In the listing that follows, locate the line containing "List all street" and the line containing "Draw a box around". Retype exactly those two lines and every line between them, and nothing more.
[EXTRACTED RECORDS]
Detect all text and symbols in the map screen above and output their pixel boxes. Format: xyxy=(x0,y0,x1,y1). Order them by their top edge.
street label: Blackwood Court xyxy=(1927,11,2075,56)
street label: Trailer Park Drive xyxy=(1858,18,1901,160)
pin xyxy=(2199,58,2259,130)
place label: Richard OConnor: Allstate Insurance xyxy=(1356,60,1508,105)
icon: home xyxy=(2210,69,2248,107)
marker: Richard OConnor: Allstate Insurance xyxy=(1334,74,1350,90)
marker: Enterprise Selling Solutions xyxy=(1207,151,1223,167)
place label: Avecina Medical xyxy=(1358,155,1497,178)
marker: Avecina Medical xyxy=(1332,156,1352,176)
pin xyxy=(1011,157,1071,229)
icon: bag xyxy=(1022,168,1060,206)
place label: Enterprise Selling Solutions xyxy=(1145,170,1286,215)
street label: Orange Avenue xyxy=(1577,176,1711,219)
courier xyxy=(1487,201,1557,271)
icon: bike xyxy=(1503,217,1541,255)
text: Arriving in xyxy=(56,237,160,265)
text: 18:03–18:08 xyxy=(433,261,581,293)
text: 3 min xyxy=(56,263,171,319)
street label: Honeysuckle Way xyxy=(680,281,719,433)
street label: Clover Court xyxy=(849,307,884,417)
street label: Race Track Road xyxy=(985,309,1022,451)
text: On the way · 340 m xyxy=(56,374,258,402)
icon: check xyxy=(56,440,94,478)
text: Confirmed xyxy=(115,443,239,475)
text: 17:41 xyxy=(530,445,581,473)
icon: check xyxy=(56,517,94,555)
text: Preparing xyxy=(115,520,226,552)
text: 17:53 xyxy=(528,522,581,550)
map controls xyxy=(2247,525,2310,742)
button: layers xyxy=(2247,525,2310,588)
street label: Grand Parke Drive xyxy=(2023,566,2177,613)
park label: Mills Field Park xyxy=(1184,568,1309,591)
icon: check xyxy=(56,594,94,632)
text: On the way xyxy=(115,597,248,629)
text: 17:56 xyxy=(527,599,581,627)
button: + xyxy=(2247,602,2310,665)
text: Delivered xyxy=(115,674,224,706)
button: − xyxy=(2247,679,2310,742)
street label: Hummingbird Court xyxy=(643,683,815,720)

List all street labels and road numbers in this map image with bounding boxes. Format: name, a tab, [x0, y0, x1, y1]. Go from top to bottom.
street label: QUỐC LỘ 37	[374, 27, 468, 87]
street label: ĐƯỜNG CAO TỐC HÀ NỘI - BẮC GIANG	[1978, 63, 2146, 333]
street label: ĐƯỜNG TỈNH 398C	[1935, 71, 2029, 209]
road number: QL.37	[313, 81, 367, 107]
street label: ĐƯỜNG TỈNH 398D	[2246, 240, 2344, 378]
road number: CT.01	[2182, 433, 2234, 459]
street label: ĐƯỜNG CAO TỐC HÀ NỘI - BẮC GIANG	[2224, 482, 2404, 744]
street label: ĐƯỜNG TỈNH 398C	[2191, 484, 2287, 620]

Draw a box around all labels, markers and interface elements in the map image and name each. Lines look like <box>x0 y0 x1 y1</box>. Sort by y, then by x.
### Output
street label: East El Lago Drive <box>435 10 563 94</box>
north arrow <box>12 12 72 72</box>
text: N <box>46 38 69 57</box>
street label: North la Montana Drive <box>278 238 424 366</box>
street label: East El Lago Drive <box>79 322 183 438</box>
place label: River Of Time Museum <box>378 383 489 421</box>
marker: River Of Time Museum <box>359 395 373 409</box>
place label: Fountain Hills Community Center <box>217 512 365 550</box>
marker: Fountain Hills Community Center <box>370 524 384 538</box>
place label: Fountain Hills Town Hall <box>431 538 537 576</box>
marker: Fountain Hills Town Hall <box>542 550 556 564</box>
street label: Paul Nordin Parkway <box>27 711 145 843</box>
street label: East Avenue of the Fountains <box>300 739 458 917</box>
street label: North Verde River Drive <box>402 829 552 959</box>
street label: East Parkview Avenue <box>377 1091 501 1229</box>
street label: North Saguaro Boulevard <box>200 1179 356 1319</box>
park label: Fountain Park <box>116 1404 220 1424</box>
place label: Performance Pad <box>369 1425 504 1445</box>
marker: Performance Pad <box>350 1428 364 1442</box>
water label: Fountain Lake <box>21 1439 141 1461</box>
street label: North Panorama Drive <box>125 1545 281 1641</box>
[/EXTRACTED RECORDS]
### SOLUTION FOR THIS PROBLEM
List all street labels and road numbers in this map image with bounding boxes. Format: name, a tab, [x0, y0, x1, y1]. Go from top to bottom.
street label: QUỐC LỘ 37	[374, 27, 468, 87]
street label: ĐƯỜNG CAO TỐC HÀ NỘI - BẮC GIANG	[1978, 63, 2146, 333]
street label: ĐƯỜNG TỈNH 398C	[1935, 71, 2029, 209]
road number: QL.37	[313, 81, 367, 107]
street label: ĐƯỜNG TỈNH 398D	[2246, 240, 2344, 378]
road number: CT.01	[2182, 433, 2234, 459]
street label: ĐƯỜNG CAO TỐC HÀ NỘI - BẮC GIANG	[2224, 482, 2404, 744]
street label: ĐƯỜNG TỈNH 398C	[2191, 484, 2287, 620]

Draw a box around all labels, markers and interface elements in the map image and name each. Lines look like <box>x0 y0 x1 y1</box>. Sort by y, then by x.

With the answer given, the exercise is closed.